Fast forward 80 years and the dream of carefree individualised transport has regained a stronghold in the German capital. In fact, as cities such as Paris, Amsterdam and Copenhagen increasingly embrace policies that are friendly to bicycles, pedestrians and the planet, critics say Berlin is zooming full-throttle in reverse.
"It's not an unreasonable demand that Berlin ... actively ensures that everyone who is not surrounded by a tonne of metal feels safe in public spaces," Julia Schmitz, a community affairs reporter, wrote recently in the newspaper Tagesspiegel.

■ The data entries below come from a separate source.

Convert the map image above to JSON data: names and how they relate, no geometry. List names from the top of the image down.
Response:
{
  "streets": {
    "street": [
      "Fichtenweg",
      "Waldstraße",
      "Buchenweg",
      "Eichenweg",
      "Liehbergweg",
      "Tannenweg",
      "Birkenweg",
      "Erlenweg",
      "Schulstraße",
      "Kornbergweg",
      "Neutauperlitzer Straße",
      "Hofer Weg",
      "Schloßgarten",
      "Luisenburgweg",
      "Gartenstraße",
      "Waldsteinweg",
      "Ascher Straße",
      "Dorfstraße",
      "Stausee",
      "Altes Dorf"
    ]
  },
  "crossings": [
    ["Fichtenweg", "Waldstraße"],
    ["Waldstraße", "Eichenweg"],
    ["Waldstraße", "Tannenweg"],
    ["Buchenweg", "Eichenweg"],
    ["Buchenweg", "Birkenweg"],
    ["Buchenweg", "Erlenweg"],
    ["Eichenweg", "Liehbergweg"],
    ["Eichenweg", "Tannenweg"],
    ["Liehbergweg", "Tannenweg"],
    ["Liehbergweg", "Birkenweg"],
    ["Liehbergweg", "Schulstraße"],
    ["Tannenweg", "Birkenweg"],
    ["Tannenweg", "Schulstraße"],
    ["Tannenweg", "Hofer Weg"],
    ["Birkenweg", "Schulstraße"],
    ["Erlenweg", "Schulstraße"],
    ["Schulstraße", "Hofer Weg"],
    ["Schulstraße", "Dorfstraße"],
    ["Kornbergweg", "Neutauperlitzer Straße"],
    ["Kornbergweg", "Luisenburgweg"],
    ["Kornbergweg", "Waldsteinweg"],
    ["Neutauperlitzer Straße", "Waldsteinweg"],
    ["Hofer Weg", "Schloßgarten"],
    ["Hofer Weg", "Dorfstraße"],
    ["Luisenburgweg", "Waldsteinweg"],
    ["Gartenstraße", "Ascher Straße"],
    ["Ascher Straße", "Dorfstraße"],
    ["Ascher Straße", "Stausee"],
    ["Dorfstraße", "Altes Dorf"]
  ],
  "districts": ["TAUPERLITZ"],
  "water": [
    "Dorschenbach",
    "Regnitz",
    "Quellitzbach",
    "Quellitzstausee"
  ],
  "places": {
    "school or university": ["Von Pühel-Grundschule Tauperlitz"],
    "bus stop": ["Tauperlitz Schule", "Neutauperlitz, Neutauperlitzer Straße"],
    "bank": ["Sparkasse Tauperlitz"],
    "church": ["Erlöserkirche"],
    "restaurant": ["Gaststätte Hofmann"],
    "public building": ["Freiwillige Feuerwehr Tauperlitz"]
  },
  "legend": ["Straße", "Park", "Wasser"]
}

Experts note that although Berlin does have a low ratio of cars to people, its extensive public transport network is woefully underfunded and its bicycle lanes, which 15 years ago were seen as cutting edge in Europe, are often chaotic.
But striking the right balance of interests on Berlin's roads has proved divisive since the pandemic and has hammered a deep wedge through the city's ruling coalition, the same fractious alliance of the conservative Christian Democratic Union (CDU) and the centre-left Social Democratic party (SPD) that governs at national level.
The CDU built its win in the last state election in 2023 in part on a backlash against the car-critical policies of the previous government of the SPD, the Greens and the far-left Die Linke. Aspects of the debate have taken on the flavour of a culture war, with the far-right Alternative für Deutschland also campaigning on motorists' rights.